__What you will do__
Examine each line in the records below for the word "inset". Report how many lines contain it, and nothing else.

(Stored items)
• • • •
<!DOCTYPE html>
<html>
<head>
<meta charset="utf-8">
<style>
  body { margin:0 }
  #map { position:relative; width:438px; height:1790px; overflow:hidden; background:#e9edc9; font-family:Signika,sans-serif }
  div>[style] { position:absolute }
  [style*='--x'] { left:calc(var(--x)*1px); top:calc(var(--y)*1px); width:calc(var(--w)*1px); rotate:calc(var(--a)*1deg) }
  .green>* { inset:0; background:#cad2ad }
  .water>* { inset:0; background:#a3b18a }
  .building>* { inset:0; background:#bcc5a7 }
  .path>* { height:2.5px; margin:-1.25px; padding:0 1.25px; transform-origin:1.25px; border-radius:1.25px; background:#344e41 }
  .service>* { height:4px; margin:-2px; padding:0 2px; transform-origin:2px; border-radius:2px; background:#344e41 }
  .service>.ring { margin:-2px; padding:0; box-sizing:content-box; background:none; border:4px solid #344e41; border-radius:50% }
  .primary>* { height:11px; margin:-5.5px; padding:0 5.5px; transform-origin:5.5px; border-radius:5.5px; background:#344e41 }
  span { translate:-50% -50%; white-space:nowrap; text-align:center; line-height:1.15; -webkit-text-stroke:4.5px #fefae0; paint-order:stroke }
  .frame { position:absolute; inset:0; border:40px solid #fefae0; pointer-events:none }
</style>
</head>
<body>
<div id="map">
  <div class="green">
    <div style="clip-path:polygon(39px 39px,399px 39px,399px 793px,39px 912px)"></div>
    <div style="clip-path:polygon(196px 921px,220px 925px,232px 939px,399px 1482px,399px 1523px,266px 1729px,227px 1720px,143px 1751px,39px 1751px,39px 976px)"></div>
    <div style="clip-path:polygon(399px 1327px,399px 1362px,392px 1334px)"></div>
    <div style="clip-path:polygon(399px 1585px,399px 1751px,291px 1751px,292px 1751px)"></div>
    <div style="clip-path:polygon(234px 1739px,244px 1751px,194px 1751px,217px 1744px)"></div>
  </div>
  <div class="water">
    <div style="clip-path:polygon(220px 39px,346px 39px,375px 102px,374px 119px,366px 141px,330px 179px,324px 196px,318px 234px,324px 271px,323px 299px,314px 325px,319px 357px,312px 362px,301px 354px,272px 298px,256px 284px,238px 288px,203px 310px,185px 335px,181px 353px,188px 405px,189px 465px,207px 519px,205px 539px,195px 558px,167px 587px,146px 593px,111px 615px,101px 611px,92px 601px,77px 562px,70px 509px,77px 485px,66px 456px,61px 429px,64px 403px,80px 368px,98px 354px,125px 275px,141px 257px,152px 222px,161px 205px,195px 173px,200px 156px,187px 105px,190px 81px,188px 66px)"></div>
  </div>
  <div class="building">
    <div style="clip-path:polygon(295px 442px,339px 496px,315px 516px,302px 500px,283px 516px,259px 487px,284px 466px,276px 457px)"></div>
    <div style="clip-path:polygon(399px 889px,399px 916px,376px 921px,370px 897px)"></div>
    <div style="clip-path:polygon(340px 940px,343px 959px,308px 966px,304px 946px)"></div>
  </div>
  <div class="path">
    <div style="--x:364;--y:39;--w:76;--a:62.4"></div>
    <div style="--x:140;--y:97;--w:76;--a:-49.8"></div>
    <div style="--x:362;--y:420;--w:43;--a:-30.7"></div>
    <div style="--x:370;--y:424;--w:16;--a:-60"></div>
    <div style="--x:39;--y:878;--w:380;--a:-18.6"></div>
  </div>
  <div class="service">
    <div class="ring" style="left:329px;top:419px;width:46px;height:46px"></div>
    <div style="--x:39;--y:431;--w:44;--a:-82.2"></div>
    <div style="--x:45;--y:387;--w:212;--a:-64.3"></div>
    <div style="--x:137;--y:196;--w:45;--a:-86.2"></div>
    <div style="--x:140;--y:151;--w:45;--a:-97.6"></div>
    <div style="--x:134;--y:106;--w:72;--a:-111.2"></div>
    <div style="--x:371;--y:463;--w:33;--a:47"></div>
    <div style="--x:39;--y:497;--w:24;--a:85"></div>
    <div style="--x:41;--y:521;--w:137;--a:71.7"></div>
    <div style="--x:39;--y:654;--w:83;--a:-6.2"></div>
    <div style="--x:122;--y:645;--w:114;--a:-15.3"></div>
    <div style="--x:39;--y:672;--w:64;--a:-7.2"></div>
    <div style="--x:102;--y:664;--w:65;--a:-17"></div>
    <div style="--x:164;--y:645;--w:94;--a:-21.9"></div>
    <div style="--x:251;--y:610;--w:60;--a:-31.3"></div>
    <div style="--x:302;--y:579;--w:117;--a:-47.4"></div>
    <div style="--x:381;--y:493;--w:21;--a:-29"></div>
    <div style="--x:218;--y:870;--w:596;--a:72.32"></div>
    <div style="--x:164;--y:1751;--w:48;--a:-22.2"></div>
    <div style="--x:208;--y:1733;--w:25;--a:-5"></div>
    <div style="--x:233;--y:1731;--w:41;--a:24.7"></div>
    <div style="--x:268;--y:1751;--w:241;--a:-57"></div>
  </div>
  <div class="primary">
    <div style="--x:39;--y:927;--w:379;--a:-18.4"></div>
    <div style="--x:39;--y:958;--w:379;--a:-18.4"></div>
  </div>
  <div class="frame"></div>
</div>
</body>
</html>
• • • •
__Answer section__
4